Lysosomal acid lipase deficiency is a rare metabolic disorder, eventually causing early death of critically ill patients due to malabsorption, liver failure, and atherosclerosis. In contrast, cardiometabolic diseases, such as type 2 diabetes mellitus and cardiovascular diseases, are leading causes of global mortality and direct consequences of the obesity epidemic. Current efforts in the field of biomedical research strive to design efficient therapeutic strategies capable of treating obesity-associated cardiometabolic diseases. Previous studies and our preliminary data identified matrix metalloproteinase 12 (MMP12) as a potential molecular target for the treatment of these diseases.
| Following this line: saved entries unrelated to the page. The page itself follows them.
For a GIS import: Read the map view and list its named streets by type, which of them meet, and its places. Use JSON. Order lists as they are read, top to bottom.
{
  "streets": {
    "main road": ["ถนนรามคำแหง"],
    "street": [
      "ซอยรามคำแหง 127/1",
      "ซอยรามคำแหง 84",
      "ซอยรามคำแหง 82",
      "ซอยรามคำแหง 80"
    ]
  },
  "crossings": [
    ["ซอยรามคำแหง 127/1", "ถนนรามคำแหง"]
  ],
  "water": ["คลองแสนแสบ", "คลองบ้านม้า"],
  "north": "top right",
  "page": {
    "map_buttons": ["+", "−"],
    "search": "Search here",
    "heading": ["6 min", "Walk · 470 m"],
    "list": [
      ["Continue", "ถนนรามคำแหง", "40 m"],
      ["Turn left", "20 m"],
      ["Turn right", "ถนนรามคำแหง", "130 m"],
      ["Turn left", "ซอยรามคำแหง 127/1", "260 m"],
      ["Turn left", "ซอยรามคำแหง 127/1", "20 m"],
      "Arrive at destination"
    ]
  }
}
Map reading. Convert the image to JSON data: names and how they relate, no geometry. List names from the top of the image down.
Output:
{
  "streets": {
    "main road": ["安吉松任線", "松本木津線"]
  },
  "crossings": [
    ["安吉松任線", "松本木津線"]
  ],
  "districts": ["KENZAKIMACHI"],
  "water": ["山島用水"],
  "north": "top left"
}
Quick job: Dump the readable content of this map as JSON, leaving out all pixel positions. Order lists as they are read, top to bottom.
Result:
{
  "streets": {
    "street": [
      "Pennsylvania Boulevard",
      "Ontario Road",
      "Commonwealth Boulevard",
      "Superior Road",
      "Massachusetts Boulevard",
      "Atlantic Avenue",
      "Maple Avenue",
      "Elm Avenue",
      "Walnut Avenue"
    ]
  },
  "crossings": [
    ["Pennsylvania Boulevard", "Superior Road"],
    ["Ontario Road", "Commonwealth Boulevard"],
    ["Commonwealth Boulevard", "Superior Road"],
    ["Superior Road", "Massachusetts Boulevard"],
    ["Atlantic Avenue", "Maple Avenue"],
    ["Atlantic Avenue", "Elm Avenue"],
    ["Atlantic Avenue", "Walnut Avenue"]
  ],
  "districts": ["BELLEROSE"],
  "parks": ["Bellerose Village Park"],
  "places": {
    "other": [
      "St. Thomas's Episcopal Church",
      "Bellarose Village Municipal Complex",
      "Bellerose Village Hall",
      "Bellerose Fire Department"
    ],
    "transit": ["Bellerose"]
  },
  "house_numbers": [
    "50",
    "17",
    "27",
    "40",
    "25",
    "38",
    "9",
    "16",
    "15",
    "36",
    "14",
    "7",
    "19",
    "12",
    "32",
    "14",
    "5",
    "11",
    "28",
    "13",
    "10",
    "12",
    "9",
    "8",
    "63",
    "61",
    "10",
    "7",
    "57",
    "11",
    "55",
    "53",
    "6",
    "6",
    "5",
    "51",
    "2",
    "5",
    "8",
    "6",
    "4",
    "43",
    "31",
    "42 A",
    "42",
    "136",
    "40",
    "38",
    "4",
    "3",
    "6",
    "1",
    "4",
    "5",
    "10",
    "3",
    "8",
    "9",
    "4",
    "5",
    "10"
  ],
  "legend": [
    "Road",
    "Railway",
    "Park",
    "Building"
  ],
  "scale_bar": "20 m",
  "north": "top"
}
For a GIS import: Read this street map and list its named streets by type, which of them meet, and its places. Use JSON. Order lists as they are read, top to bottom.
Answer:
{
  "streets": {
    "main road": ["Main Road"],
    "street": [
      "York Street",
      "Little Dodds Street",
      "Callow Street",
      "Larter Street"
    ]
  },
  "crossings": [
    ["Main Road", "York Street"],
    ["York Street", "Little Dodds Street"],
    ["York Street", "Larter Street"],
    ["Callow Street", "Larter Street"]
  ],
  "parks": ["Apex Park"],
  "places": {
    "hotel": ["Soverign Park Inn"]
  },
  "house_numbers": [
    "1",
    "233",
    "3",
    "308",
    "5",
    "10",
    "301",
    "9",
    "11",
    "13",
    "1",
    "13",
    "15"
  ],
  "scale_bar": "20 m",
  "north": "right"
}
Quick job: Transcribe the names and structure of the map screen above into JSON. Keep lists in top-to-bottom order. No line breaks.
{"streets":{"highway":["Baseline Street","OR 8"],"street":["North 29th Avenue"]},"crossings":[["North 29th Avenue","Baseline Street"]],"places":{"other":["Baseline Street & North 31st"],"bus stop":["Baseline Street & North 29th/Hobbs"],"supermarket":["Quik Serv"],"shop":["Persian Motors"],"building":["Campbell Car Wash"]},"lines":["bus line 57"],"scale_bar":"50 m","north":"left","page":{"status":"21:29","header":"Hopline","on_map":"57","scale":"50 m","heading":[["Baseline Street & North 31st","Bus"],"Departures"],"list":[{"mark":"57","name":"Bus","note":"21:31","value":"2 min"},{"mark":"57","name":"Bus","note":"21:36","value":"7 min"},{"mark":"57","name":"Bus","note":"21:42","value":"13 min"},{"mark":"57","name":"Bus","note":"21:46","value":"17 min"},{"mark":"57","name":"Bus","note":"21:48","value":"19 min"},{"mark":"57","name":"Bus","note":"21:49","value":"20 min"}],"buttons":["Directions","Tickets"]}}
The abundance of MMP12 has been related to the development of a wide spectrum of pathological conditions. Our research aims focus on understanding the role of MMP12 in the above mentioned diseases, address the underlying mechanisms, investigate associations between MMP12 and metabolic disorders in human tissues, investigate the effects of MMP12 in cellular dysfunction, and elucidate the consequences of MMP12 depletion in disease using an immunotherapeutic approach. Thus, this proposal will evaluate the potential of MMP12 as a target for lysosomal acid lipase deficiency and/or cardiometabolic diseases, which might eventually represent a novel therapeutic approach for the treatment of these diseases.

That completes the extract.